Strong. Auquan is purpose-built for exactly the workflows a firm runs: deal screening, IC memo preparation, portfolio company monitoring, ESG/diligence on targets, and LP reporting. The agent-based model directly compresses analyst time on the most manual diligence steps, which is high-leverage for a growth equity firm evaluating complex technology companies. The depth of private-markets PE customer traction (Blue Owl, BC Partners, MetLife) is directly analogous to a firm's workflows. Coverage of 550,000+ companies including private companies is critical for growth equity sourcing. The main gap for a firm: no MCP server or open API means it cannot be composed into a broader AI-native internal toolchain — it operates as a standalone SaaS portal. Security posture relies on Azure inheritance rather than Auquan-held SOC 2/ISO 27001 certifications, which may require additional diligence for LP-sensitive data flows.

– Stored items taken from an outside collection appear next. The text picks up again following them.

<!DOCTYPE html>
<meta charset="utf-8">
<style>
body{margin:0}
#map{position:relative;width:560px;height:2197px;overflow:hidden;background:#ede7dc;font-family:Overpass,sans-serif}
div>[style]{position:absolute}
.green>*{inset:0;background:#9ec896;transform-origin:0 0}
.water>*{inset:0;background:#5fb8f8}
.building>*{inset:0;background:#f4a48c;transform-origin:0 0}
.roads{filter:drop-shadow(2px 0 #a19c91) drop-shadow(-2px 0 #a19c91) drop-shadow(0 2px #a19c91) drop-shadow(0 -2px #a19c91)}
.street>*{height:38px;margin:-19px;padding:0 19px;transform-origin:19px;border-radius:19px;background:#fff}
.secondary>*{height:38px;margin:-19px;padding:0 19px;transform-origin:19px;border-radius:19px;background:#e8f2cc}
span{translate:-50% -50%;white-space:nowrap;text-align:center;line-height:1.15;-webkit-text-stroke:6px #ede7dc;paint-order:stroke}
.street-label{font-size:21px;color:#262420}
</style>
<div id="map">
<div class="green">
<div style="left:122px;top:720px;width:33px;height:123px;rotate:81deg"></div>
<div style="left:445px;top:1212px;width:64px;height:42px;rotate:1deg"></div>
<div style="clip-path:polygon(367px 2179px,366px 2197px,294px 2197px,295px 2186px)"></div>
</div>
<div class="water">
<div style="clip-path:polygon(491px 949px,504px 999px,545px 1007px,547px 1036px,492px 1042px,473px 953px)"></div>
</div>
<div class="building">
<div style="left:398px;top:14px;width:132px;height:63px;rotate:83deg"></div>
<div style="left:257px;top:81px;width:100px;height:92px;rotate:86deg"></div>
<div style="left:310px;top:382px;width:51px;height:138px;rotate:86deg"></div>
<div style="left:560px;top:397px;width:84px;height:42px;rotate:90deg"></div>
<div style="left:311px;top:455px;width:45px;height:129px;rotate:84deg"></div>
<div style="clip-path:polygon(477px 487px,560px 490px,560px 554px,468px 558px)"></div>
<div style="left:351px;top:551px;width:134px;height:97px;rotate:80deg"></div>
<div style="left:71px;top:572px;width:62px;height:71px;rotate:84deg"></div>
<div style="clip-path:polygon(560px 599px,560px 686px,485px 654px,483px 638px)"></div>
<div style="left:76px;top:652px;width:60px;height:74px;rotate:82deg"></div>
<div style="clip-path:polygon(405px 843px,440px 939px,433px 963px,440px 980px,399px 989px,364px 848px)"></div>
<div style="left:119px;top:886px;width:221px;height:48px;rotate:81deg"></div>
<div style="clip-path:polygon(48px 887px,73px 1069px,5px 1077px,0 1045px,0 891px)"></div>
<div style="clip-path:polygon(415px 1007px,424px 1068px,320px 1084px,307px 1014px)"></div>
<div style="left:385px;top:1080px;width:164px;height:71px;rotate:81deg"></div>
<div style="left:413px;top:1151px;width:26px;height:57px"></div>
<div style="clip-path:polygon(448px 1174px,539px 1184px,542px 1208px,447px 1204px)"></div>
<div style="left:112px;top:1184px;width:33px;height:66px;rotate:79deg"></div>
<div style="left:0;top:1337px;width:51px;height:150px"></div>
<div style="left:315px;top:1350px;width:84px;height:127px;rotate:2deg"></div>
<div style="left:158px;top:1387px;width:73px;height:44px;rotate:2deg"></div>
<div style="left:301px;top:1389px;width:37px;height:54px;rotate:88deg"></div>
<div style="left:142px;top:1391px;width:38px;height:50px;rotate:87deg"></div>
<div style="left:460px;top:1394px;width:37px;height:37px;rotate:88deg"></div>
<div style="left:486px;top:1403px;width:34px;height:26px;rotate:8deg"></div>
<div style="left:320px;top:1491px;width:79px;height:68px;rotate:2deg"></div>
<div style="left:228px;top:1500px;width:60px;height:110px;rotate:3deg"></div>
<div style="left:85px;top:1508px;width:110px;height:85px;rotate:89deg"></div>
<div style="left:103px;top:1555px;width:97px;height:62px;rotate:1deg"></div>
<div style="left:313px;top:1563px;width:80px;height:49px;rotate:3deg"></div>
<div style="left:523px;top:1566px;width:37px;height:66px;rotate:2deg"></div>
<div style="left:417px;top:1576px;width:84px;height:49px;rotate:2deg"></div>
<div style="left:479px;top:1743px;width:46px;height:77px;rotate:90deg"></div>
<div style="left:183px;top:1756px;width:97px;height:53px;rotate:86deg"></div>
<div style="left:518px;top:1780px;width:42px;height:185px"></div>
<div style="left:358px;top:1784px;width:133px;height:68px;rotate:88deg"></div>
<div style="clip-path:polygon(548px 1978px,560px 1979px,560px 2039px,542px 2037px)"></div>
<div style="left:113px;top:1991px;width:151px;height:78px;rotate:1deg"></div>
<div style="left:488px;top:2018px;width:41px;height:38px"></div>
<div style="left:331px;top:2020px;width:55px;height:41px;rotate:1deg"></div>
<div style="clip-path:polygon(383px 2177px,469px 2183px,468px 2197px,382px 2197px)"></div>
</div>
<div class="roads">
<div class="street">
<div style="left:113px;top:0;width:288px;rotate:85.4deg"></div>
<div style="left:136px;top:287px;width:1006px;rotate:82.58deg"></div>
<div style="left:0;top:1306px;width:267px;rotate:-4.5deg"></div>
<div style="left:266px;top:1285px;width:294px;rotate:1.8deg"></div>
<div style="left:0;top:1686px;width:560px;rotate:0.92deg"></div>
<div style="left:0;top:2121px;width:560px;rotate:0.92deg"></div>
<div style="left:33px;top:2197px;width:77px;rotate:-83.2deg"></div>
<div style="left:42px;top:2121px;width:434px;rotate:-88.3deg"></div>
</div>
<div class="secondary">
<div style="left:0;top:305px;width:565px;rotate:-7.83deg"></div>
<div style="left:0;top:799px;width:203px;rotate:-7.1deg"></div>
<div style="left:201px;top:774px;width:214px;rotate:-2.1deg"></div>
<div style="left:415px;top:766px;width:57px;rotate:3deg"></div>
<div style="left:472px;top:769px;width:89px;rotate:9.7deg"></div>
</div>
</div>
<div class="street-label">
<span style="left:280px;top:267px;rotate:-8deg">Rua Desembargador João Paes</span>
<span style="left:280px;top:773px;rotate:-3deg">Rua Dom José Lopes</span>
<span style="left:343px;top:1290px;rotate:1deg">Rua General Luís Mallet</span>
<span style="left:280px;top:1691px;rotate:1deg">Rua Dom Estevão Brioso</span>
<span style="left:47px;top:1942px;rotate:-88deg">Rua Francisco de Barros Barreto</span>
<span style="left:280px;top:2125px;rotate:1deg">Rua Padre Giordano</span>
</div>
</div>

No MCP server and no documented external API — cannot be composed as a node in an AI-native workflow stack, which is a meaningful constraint for a firm's AI-native ambitions. Security certifications (SOC 2, ISO 27001) not independently held by Auquan; inherited from Azure. Pricing is fully custom and opaque — no self-serve or transparent tier structure. Early-stage company (~50 employees, ~$8M raised) serving very large institutions — execution risk relative to client complexity. Integration breadth outside the Microsoft ecosystem is undocumented. Output quality on highly specialized deep-tech sectors (quantum, defense, space) may require validation against expert judgment.